> **ABOUT THIS EXERCISE**
The following data has a line with "0 0 0 0 .09" and a line with "M330,603H342L339,680H326Z". Write out exactly those lines and all the lines between them.
------------------------------------------------------------
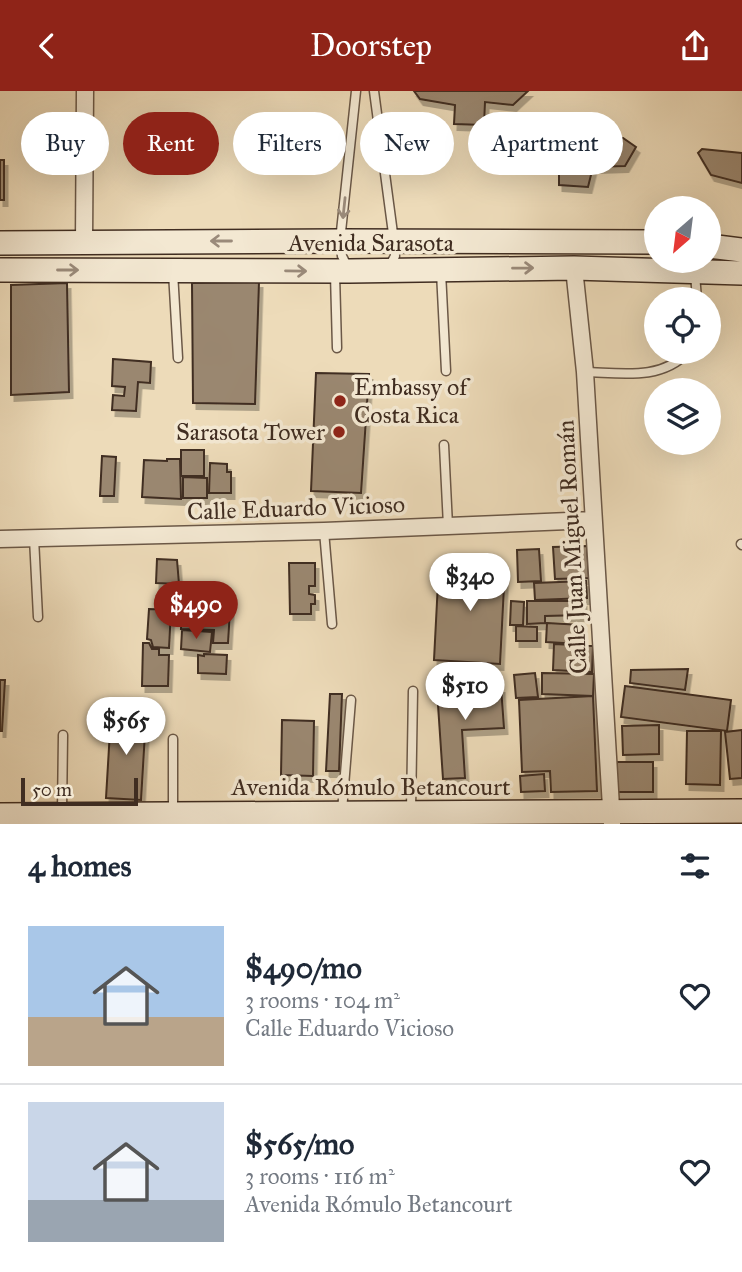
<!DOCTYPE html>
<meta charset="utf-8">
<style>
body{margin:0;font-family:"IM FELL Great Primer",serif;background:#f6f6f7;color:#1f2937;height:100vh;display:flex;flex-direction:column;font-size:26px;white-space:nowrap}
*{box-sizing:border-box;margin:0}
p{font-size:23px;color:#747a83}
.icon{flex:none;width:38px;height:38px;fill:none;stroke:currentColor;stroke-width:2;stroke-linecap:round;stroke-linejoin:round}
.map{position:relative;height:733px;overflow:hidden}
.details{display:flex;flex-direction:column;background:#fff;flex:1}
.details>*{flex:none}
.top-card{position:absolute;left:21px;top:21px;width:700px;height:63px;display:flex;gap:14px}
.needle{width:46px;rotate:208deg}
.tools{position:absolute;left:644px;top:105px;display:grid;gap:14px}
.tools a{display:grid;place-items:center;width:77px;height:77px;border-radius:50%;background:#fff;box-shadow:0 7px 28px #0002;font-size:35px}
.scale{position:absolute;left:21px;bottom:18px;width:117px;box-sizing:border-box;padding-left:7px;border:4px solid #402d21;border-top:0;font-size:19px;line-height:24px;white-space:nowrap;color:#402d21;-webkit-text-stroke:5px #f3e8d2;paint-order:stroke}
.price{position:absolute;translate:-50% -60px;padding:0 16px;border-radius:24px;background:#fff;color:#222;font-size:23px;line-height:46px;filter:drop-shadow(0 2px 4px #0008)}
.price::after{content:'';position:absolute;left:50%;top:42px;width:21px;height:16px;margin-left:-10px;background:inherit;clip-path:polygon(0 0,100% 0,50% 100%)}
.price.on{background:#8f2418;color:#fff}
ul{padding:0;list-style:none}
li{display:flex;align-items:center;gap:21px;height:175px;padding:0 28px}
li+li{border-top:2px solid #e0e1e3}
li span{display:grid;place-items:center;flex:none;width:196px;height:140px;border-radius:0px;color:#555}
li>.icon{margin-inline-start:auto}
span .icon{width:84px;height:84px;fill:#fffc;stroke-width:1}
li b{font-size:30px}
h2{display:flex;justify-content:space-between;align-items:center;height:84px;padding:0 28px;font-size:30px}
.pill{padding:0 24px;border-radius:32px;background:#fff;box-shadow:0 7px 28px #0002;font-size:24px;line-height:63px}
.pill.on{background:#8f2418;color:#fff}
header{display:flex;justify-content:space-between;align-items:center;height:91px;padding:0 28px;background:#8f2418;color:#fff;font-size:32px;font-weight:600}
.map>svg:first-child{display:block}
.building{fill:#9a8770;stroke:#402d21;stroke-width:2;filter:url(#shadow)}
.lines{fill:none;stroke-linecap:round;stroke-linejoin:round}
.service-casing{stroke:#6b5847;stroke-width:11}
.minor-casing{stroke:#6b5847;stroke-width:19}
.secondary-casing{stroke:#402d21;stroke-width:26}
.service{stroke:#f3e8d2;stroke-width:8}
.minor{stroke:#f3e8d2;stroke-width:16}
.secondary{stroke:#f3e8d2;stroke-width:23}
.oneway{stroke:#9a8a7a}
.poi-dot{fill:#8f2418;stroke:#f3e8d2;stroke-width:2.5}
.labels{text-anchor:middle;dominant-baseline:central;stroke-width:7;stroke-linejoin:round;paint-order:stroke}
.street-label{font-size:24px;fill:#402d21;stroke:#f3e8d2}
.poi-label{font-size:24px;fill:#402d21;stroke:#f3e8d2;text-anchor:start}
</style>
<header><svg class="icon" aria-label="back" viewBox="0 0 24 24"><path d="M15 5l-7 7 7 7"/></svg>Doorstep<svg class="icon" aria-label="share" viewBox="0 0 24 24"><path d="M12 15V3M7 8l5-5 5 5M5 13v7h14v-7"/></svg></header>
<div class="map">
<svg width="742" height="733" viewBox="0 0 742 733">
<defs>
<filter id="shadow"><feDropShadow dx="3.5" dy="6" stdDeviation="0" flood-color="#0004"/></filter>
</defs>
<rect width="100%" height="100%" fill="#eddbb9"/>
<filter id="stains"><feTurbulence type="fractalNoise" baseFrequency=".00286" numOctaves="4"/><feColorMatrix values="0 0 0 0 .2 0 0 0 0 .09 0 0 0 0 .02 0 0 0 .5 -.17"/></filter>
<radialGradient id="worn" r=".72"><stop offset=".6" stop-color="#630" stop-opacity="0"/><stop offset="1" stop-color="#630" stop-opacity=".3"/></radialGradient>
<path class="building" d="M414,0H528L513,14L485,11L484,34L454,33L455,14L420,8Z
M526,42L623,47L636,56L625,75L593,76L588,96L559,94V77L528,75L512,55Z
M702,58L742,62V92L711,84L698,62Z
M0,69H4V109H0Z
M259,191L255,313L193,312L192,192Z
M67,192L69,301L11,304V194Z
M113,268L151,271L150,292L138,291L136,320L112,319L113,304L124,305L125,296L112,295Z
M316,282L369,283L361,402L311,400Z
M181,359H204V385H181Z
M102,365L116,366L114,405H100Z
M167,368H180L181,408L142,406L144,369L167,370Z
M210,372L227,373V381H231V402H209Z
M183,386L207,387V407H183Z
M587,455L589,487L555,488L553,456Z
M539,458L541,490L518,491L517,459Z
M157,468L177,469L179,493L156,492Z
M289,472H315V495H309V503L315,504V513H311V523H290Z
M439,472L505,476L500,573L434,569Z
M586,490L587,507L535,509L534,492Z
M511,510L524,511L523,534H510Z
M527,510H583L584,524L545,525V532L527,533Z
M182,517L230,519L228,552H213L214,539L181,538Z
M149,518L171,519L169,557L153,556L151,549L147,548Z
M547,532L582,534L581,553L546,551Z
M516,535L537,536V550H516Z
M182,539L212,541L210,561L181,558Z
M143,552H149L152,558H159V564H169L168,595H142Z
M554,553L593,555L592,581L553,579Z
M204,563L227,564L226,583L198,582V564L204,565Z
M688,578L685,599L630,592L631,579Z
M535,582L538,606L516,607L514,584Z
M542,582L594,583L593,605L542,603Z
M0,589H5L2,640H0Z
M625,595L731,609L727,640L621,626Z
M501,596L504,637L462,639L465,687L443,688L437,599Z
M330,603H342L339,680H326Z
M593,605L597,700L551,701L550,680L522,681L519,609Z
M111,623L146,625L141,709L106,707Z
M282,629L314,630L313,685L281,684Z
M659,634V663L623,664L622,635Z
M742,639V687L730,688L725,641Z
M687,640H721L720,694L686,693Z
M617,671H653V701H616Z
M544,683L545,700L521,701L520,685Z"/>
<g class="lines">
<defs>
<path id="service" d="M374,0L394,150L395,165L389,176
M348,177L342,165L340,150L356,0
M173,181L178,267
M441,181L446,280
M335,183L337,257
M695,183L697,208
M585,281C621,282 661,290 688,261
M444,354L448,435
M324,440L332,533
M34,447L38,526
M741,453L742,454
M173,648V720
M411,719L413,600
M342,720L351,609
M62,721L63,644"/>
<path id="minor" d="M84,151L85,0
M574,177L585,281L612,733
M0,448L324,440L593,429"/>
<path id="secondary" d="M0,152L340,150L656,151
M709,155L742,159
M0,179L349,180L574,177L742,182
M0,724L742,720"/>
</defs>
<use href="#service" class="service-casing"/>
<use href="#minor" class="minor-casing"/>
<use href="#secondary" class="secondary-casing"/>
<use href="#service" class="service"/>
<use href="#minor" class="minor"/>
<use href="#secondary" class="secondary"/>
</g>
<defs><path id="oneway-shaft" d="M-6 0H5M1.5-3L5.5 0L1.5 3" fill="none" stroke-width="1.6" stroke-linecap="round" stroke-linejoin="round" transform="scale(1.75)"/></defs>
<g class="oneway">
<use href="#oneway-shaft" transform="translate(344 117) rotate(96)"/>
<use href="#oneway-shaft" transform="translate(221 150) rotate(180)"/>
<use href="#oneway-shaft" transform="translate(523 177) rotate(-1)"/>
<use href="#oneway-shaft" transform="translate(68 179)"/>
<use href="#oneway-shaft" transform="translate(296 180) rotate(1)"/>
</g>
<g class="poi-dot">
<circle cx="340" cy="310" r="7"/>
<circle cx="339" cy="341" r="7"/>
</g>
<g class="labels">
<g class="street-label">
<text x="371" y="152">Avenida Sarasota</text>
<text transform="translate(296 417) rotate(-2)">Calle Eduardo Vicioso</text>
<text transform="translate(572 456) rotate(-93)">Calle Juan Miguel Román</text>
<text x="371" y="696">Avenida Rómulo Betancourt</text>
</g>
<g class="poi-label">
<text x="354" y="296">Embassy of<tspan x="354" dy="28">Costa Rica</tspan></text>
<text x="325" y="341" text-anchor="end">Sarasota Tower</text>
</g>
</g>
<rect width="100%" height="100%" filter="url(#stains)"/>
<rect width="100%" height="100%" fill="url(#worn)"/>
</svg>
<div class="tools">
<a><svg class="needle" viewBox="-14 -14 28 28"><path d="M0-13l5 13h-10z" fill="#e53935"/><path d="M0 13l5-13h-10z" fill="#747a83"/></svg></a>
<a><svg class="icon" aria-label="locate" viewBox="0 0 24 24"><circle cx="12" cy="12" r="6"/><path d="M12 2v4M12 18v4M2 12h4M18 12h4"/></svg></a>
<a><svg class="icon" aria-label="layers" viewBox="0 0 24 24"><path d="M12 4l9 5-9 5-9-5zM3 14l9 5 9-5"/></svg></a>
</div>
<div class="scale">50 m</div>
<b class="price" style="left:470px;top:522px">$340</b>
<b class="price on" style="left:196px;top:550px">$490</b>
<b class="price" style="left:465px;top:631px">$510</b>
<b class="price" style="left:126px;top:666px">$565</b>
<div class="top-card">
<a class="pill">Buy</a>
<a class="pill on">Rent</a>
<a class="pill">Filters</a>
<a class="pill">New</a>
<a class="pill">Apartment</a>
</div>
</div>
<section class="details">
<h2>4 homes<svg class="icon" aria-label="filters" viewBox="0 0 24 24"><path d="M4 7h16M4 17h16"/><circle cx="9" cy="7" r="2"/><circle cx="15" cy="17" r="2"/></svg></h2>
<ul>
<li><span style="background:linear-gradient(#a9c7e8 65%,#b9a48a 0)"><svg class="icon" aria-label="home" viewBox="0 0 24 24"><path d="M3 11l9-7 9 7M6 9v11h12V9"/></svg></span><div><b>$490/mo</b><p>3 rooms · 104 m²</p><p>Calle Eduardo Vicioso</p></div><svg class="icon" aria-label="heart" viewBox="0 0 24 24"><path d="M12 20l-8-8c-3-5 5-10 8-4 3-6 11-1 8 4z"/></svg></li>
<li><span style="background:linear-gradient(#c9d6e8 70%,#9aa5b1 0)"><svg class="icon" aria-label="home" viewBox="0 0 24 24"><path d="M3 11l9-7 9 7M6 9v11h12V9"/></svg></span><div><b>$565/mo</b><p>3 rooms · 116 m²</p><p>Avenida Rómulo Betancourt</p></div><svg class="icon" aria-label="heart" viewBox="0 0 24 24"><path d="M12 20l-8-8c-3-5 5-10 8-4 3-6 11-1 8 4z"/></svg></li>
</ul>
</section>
------------------------------------------------------------
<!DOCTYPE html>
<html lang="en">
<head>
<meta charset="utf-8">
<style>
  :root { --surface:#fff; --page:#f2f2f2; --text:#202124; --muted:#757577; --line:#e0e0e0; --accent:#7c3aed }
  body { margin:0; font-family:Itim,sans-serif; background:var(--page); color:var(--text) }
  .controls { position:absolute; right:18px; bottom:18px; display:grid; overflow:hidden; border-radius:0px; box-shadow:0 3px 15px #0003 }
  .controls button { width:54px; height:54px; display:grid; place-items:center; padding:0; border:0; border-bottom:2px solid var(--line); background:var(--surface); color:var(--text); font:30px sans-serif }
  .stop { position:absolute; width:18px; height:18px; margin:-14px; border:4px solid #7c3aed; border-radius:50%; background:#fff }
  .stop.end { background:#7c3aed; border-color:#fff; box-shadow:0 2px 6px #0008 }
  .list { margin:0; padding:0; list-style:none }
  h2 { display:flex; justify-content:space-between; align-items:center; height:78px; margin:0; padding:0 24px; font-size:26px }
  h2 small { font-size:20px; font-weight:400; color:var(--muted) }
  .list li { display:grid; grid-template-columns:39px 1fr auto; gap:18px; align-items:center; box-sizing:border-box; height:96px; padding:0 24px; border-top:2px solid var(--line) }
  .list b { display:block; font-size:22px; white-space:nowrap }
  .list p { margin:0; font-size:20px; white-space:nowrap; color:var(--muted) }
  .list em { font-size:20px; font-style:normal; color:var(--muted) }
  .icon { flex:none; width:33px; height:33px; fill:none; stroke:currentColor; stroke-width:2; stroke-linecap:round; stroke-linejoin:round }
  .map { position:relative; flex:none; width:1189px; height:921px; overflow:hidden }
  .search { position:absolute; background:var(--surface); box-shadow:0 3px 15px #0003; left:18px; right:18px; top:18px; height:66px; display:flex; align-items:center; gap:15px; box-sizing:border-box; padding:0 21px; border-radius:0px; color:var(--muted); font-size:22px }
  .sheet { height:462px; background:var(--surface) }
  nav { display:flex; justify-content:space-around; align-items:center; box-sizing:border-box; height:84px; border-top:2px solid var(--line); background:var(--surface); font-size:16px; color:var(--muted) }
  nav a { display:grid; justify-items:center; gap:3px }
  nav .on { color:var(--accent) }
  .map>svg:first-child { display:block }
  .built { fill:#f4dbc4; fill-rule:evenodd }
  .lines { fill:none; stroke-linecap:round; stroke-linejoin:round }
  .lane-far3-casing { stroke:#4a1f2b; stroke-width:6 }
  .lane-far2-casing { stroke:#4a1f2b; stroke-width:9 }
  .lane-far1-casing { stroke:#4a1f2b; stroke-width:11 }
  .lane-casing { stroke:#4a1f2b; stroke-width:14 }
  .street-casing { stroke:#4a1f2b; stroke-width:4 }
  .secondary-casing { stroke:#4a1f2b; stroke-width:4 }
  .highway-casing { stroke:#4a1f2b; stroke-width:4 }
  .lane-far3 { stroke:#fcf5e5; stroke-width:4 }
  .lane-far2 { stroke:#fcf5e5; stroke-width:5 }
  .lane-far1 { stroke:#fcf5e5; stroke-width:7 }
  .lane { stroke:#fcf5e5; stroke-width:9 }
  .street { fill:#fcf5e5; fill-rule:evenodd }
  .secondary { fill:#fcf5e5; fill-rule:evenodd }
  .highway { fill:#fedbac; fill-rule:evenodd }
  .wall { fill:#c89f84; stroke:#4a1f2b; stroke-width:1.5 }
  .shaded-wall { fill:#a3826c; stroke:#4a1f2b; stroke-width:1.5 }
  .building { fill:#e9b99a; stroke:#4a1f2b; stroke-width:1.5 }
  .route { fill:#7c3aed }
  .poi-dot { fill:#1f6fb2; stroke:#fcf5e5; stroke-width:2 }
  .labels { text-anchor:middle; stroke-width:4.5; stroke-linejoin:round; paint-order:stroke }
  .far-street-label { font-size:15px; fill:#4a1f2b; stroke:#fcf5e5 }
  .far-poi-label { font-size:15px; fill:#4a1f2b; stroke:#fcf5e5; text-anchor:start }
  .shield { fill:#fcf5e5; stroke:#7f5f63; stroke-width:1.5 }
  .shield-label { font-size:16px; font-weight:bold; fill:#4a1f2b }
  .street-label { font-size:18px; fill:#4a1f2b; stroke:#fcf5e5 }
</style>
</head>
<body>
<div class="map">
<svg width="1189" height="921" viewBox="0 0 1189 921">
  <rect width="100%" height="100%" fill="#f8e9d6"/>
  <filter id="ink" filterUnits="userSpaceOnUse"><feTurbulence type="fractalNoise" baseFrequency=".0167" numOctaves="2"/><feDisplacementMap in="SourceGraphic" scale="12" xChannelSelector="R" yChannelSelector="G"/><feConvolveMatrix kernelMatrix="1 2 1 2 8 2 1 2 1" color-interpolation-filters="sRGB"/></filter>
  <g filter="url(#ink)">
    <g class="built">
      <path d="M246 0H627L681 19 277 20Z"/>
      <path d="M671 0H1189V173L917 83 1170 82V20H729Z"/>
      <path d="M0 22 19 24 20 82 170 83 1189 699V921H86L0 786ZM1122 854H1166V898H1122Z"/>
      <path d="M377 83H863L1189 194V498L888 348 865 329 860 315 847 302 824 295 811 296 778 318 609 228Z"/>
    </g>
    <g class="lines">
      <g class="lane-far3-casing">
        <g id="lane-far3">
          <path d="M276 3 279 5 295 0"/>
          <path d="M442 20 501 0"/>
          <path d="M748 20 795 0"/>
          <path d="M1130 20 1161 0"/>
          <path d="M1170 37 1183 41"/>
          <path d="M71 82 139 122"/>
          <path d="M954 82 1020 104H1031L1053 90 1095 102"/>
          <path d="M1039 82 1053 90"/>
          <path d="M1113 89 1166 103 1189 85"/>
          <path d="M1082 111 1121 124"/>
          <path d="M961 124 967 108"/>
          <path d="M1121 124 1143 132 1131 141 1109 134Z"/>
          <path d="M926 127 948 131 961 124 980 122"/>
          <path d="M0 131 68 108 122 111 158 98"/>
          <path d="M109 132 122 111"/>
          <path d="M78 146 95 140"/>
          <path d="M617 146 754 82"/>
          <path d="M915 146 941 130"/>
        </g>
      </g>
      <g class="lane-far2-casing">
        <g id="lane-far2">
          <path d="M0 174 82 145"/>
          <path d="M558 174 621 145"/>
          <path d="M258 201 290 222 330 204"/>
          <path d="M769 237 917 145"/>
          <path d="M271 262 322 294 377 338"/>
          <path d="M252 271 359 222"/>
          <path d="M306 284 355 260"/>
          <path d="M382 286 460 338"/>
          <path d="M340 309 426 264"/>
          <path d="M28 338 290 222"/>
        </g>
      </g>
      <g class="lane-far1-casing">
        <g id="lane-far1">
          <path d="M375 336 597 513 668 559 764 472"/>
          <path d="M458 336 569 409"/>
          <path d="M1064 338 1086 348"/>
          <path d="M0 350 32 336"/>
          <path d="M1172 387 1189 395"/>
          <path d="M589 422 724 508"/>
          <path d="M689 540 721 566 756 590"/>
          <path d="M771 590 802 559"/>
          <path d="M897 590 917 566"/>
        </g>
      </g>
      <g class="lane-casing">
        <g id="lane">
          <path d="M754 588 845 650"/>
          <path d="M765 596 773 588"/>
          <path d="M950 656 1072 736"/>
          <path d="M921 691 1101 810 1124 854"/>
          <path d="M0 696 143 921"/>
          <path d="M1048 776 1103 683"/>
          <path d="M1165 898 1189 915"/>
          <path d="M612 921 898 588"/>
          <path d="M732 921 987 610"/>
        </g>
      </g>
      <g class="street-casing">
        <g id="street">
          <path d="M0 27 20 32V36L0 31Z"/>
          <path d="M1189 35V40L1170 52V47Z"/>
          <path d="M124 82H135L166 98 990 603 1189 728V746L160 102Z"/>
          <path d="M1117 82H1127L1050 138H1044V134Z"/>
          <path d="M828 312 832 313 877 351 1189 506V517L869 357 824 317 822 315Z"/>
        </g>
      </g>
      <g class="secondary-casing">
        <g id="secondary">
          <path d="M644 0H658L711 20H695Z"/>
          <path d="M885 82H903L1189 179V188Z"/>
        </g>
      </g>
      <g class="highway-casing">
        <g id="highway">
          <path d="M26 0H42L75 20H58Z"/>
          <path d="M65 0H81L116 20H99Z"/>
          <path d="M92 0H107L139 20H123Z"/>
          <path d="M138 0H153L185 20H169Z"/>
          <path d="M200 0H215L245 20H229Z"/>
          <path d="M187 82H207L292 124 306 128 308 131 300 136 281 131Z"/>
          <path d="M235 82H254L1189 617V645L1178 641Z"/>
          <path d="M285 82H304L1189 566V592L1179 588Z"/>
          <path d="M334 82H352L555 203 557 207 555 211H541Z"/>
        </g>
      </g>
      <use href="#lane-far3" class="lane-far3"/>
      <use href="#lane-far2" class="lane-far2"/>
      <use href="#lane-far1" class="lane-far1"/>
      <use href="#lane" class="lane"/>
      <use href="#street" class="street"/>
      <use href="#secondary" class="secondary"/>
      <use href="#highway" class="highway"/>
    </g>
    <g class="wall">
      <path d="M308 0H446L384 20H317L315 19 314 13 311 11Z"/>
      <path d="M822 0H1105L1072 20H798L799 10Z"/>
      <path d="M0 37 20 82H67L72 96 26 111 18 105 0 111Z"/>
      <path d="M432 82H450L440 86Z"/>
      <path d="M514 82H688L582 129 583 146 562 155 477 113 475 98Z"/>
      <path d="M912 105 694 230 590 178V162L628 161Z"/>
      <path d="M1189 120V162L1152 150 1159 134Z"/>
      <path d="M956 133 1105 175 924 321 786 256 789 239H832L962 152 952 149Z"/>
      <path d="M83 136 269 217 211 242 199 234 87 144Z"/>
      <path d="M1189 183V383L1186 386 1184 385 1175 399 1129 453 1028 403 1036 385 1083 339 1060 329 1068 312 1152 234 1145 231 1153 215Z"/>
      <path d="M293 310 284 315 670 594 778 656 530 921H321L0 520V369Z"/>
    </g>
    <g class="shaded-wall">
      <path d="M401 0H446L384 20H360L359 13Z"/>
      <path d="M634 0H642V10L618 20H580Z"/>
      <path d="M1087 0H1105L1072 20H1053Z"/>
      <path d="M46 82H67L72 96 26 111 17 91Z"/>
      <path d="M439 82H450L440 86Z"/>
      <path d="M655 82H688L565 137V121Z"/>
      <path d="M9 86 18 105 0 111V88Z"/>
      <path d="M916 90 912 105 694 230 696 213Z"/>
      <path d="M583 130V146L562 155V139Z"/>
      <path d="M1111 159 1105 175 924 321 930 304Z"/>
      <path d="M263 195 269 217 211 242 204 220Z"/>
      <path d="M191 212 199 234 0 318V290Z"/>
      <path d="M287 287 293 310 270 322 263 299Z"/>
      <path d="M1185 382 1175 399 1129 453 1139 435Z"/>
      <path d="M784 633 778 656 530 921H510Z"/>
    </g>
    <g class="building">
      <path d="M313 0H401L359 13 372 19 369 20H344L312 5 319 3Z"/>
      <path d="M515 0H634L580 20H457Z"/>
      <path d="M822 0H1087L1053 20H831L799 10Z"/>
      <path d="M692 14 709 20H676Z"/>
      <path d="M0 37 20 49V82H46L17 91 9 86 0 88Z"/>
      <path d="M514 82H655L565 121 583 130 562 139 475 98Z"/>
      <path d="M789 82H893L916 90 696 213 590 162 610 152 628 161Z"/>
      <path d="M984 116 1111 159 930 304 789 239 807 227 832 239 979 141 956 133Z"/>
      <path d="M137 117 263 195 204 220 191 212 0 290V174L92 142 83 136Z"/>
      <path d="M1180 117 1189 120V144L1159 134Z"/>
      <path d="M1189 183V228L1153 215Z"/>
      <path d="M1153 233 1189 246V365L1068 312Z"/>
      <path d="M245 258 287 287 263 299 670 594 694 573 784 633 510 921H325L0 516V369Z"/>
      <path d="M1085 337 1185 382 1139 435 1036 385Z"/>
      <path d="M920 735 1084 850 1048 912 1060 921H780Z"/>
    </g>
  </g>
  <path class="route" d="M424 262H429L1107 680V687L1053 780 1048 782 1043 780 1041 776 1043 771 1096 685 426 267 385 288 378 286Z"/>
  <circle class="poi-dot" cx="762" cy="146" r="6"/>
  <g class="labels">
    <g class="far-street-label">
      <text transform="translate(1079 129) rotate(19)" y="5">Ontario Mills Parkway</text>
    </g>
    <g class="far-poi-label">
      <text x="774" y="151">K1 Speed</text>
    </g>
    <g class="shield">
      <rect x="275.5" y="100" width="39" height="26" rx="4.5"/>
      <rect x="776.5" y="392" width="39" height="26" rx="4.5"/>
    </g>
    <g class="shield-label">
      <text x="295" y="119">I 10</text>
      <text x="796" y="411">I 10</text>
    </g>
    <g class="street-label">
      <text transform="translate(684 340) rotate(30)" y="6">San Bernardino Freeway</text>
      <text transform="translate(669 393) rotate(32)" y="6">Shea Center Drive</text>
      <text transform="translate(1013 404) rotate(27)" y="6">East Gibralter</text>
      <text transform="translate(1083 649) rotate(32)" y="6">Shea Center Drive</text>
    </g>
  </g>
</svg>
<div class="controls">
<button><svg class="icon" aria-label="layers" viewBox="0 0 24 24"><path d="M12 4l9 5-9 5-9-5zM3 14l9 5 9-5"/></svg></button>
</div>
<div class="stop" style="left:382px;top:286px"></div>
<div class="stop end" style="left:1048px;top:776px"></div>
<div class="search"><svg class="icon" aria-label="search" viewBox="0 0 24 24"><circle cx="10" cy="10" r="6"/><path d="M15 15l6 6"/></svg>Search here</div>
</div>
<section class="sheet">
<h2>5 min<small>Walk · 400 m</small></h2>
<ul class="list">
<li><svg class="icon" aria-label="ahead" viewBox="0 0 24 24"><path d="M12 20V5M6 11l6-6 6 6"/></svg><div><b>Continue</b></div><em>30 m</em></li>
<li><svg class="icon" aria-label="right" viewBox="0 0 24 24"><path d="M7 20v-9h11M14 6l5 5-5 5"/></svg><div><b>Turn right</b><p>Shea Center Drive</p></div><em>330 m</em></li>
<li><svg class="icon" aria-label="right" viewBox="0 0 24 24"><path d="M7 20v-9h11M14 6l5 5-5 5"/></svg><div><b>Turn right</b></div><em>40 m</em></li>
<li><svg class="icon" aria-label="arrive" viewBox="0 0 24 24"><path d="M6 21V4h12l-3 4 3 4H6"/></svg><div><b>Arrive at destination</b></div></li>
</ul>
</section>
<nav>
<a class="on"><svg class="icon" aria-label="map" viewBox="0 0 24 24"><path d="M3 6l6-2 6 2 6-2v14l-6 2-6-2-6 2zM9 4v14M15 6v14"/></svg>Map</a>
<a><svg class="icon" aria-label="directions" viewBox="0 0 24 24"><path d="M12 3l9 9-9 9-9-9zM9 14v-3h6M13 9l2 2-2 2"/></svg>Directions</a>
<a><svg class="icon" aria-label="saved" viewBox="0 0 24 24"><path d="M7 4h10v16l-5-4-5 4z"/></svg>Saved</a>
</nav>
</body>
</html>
------------------------------------------------------------
> **OUTPUT FOR THIS EXERCISE**
<filter id="stains"><feTurbulence type="fractalNoise" baseFrequency=".00286" numOctaves="4"/><feColorMatrix values="0 0 0 0 .2 0 0 0 0 .09 0 0 0 0 .02 0 0 0 .5 -.17"/></filter>
<radialGradient id="worn" r=".72"><stop offset=".6" stop-color="#630" stop-opacity="0"/><stop offset="1" stop-color="#630" stop-opacity=".3"/></radialGradient>
<path class="building" d="M414,0H528L513,14L485,11L484,34L454,33L455,14L420,8Z
M526,42L623,47L636,56L625,75L593,76L588,96L559,94V77L528,75L512,55Z
M702,58L742,62V92L711,84L698,62Z
M0,69H4V109H0Z
M259,191L255,313L193,312L192,192Z
M67,192L69,301L11,304V194Z
M113,268L151,271L150,292L138,291L136,320L112,319L113,304L124,305L125,296L112,295Z
M316,282L369,283L361,402L311,400Z
M181,359H204V385H181Z
M102,365L116,366L114,405H100Z
M167,368H180L181,408L142,406L144,369L167,370Z
M210,372L227,373V381H231V402H209Z
M183,386L207,387V407H183Z
M587,455L589,487L555,488L553,456Z
M539,458L541,490L518,491L517,459Z
M157,468L177,469L179,493L156,492Z
M289,472H315V495H309V503L315,504V513H311V523H290Z
M439,472L505,476L500,573L434,569Z
M586,490L587,507L535,509L534,492Z
M511,510L524,511L523,534H510Z
M527,510H583L584,524L545,525V532L527,533Z
M182,517L230,519L228,552H213L214,539L181,538Z
M149,518L171,519L169,557L153,556L151,549L147,548Z
M547,532L582,534L581,553L546,551Z
M516,535L537,536V550H516Z
M182,539L212,541L210,561L181,558Z
M143,552H149L152,558H159V564H169L168,595H142Z
M554,553L593,555L592,581L553,579Z
M204,563L227,564L226,583L198,582V564L204,565Z
M688,578L685,599L630,592L631,579Z
M535,582L538,606L516,607L514,584Z
M542,582L594,583L593,605L542,603Z
M0,589H5L2,640H0Z
M625,595L731,609L727,640L621,626Z
M501,596L504,637L462,639L465,687L443,688L437,599Z
M330,603H342L339,680H326Z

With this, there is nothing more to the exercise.